Rotana Group
- Type: Private
- Industry: Music Television Radio Media services
- Founded: 1987
- Headquarters: Riyadh, Saudi Arabia, Egypt
- Area served: Middle East Africa Asia Europe
- Key people: Al Waleed bin Talal Al Saud, CEO
- Owner: Kingdom Holding Company
- Website: rotana.net/en

= Rotana Media Group =

Saudi entertainment company

Rotana Media Group, commonly known as Rotana (روتانا), is a Saudi Arabian entertainment company. It is primarily owned by Saudi prince Al Waleed bin Talal through Kingdom Holding Company.

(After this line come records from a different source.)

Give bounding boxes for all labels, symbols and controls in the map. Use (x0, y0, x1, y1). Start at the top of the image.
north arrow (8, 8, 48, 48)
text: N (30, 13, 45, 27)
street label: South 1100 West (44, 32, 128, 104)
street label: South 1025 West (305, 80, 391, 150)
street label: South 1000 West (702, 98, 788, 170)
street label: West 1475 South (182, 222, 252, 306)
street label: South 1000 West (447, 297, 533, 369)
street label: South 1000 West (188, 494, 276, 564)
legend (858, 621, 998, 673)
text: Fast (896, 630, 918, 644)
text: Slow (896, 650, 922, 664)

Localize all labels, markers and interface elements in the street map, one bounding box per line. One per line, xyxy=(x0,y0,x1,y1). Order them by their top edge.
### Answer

The media conglomerate includes a film production company (Rotana Studios), free to air television stations (Rotana TV), music channels (Rotana Radio), a record label (Rotana Music Group) and other businesses.

==History==
Rotana was founded by Ibrahim Nagro and his brothers, with a 50% share to the Saudi business man Saleeh Kameel.

In 2003, Al Waleed increased his stake to 100 percent, after initially acquiring a 48 percent stake in 2002. He developed Rotana Music Channel as a 24-hour free-to-air service for Rotana artists. This was followed by Rotana 2, Rotana Clip, augmented with SMS, and Rotana 3 for classical Arab music, followed by a movie channel.

==Rotana Music Group==

Rotana Records is a record label with over 100 signed artists.

==Rotana Radio==
Rotana is a series of radio stations belonging to Rotana Group. Rotana Radio broadcasts in a number of Arab countries and plays almost exclusively music released by Rotana Records.

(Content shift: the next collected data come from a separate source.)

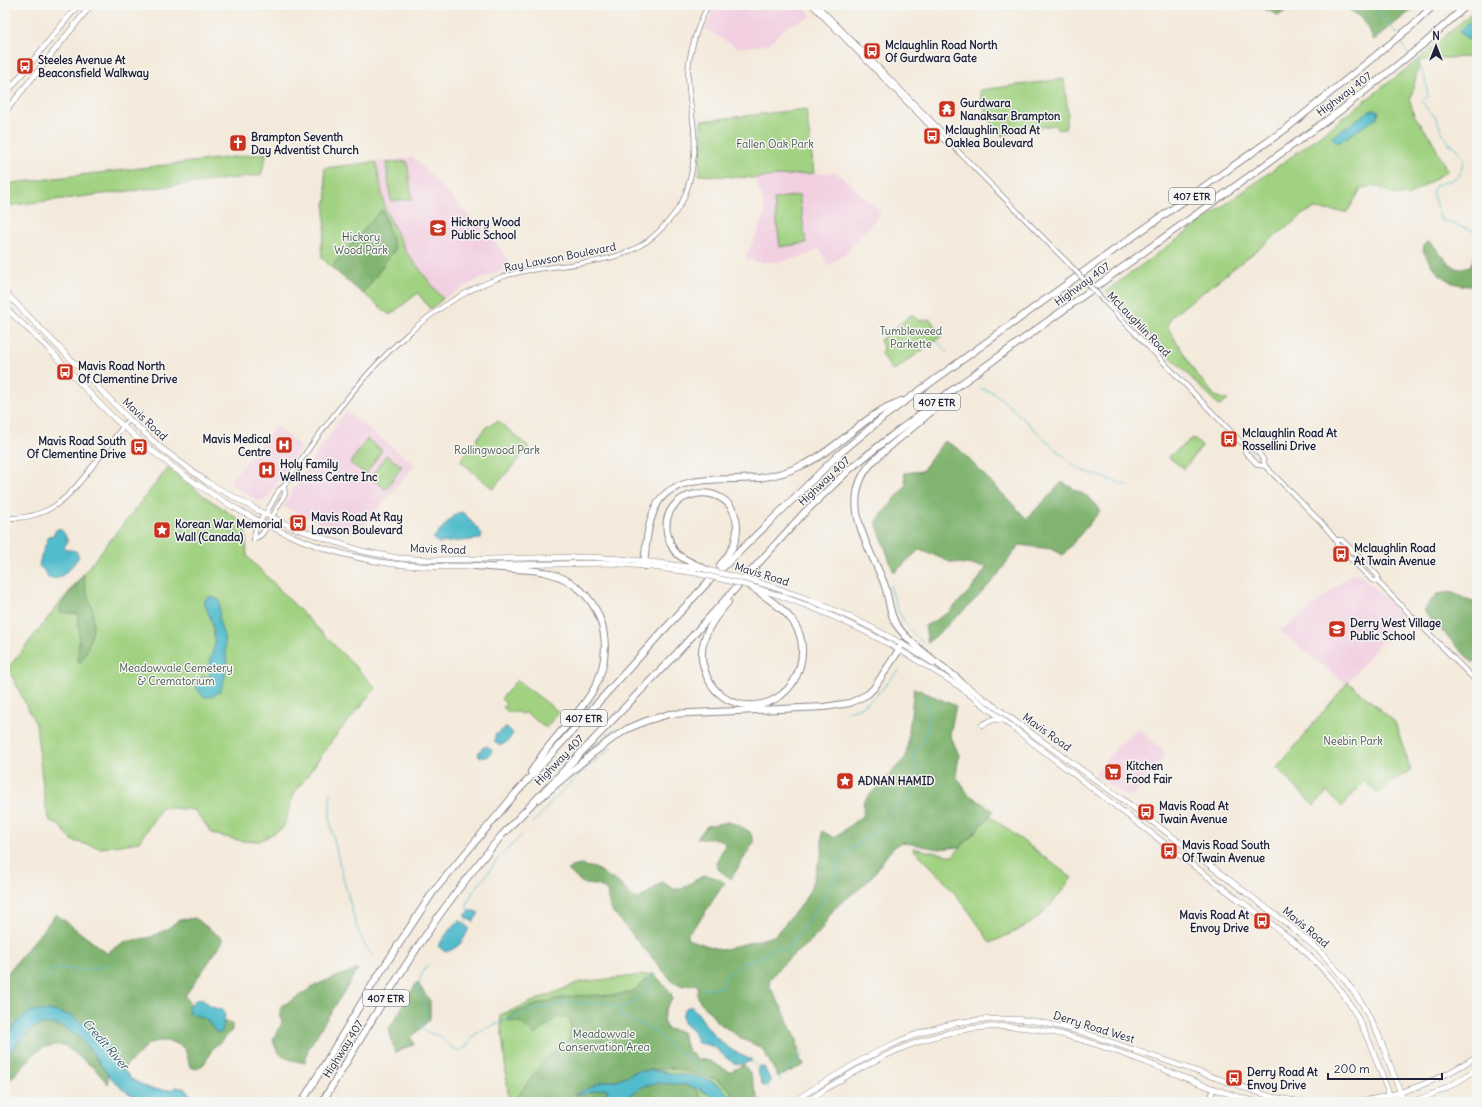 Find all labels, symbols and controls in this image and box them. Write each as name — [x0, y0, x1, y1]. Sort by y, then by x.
north arrow — [1416, 26, 1456, 66]
text: N — [1432, 29, 1440, 43]
place label: Mclaughlin Road North Of Gurdwara Gate — [885, 38, 998, 65]
bus stop icon: Mclaughlin Road North Of Gurdwara Gate — [862, 41, 882, 61]
place label: Steeles Avenue At Beaconsfield Walkway — [38, 53, 149, 81]
bus stop icon: Steeles Avenue At Beaconsfield Walkway — [15, 56, 35, 76]
street label: Highway 407 — [1314, 68, 1375, 119]
place label: Gurdwara Nanaksar Brampton — [960, 96, 1061, 124]
temple icon: Gurdwara Nanaksar Brampton — [937, 99, 957, 119]
place label: Mclaughlin Road At Oaklea Boulevard — [945, 123, 1040, 150]
bus stop icon: Mclaughlin Road At Oaklea Boulevard — [922, 126, 942, 146]
place label: Brampton Seventh Day Adventist Church — [251, 130, 359, 158]
church icon: Brampton Seventh Day Adventist Church — [228, 133, 248, 153]
park label: Fallen Oak Park — [736, 137, 814, 151]
road number: 407 ETR — [1169, 188, 1215, 204]
place label: Hickory Wood Public School — [451, 215, 521, 242]
school or university icon: Hickory Wood Public School — [428, 218, 448, 238]
park label: Hickory Wood Park — [334, 230, 388, 257]
street label: Ray Lawson Boulevard — [503, 239, 618, 275]
street label: Highway 407 — [1051, 259, 1113, 309]
street label: McLaughlin Road — [1104, 289, 1174, 360]
park label: Tumbleweed Parkette — [880, 324, 943, 351]
place label: Mavis Road North Of Clementine Drive — [78, 359, 177, 386]
bus stop icon: Mavis Road North Of Clementine Drive — [55, 362, 75, 382]
road number: 407 ETR — [914, 394, 960, 410]
street label: Mavis Road — [120, 395, 171, 444]
place label: Mclaughlin Road At Rossellini Drive — [1242, 426, 1337, 453]
bus stop icon: Mclaughlin Road At Rossellini Drive — [1219, 429, 1239, 449]
place label: Mavis Medical Centre — [202, 432, 271, 459]
place label: Mavis Road South Of Clementine Drive — [27, 434, 127, 461]
hospital icon: Mavis Medical Centre — [274, 435, 294, 455]
bus stop icon: Mavis Road South Of Clementine Drive — [129, 437, 149, 457]
park label: Rollingwood Park — [454, 443, 540, 457]
street label: Highway 407 — [795, 453, 853, 508]
place label: Holy Family Wellness Centre Inc — [280, 457, 378, 484]
hospital icon: Holy Family Wellness Centre Inc — [257, 460, 277, 480]
place label: Mavis Road At Ray Lawson Boulevard — [311, 510, 403, 537]
bus stop icon: Mavis Road At Ray Lawson Boulevard — [288, 513, 308, 533]
place label: Korean War Memorial Wall (Canada) — [175, 517, 283, 545]
place icon: Korean War Memorial Wall (Canada) — [152, 520, 172, 540]
street label: Mavis Road — [410, 541, 467, 557]
place label: Mclaughlin Road At Twain Avenue — [1354, 541, 1436, 568]
bus stop icon: Mclaughlin Road At Twain Avenue — [1331, 544, 1351, 564]
street label: Mavis Road — [733, 559, 791, 589]
place label: Derry West Village Public School — [1350, 616, 1441, 643]
school or university icon: Derry West Village Public School — [1327, 619, 1347, 639]
park label: Meadowvale Cemetery & Crematorium — [119, 661, 233, 688]
road number: 407 ETR — [561, 710, 607, 726]
street label: Mavis Road — [1020, 710, 1074, 755]
street label: Highway 407 — [531, 731, 587, 788]
park label: Neebin Park — [1323, 734, 1383, 748]
place label: Kitchen Food Fair — [1126, 759, 1173, 786]
supermarket icon: Kitchen Food Fair — [1103, 762, 1123, 782]
place icon: ADNAN HAMID — [835, 771, 855, 791]
place label: ADNAN HAMID — [858, 774, 934, 788]
place label: Mavis Road At Twain Avenue — [1159, 799, 1229, 826]
bus stop icon: Mavis Road At Twain Avenue — [1136, 802, 1156, 822]
place label: Mavis Road South Of Twain Avenue — [1182, 838, 1270, 865]
bus stop icon: Mavis Road South Of Twain Avenue — [1159, 841, 1179, 861]
street label: Mavis Road — [1280, 904, 1332, 951]
place label: Mavis Road At Envoy Drive — [1179, 908, 1249, 936]
bus stop icon: Mavis Road At Envoy Drive — [1252, 911, 1272, 931]
road number: 407 ETR — [363, 990, 409, 1006]
street label: Derry Road West — [1052, 1008, 1137, 1046]
water label: Credit River — [80, 1015, 134, 1074]
street label: Highway 407 — [320, 1017, 367, 1080]
park label: Meadowvale Conservation Area — [558, 1027, 650, 1054]
scale bar — [1328, 1055, 1442, 1081]
text: 200 m — [1334, 1061, 1370, 1076]
place label: Derry Road At Envoy Drive — [1247, 1065, 1318, 1093]
bus stop icon: Derry Road At Envoy Drive — [1224, 1068, 1244, 1088]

Stations currently broadcasting:
- Lebanon: Radio Rotana Delta
- Jordan: Radio Rotana Jordan
- Saudi Arabia: Radio Rotana FM Saudi Arabia
- Syria: Rotana Style FM
- Egypt: Radio Rotana FM Egypt

==Rotana channels==

- Rotana Khalijiah (general entertainment)
- Rotana Drama (drama channel) – known as "Rotana Masriya" from 2011 until 2017
- LBC Sat (general entertainment) – previously known as "Al Fadaiyyah and Al Lubnaniyyah"
- Rotana Cinema KSA & Rotana Cinema Egypt (Movies channel) – A movie channel established in 2005 that broadcasts exclusively films in Arabic
- Rotana Classic (classic movies) – A free to air satellite television specialty channel
- Rotana Aflam (films channel) – A free to air satellite television channel was launched in 2012.
- Rotana Clip (music clips channel)
- Rotana Mousica (music channel)
- Al Resalah (Islamic religious channel)
- Rotana Kids (children channel) – Launched on 1 April 2020.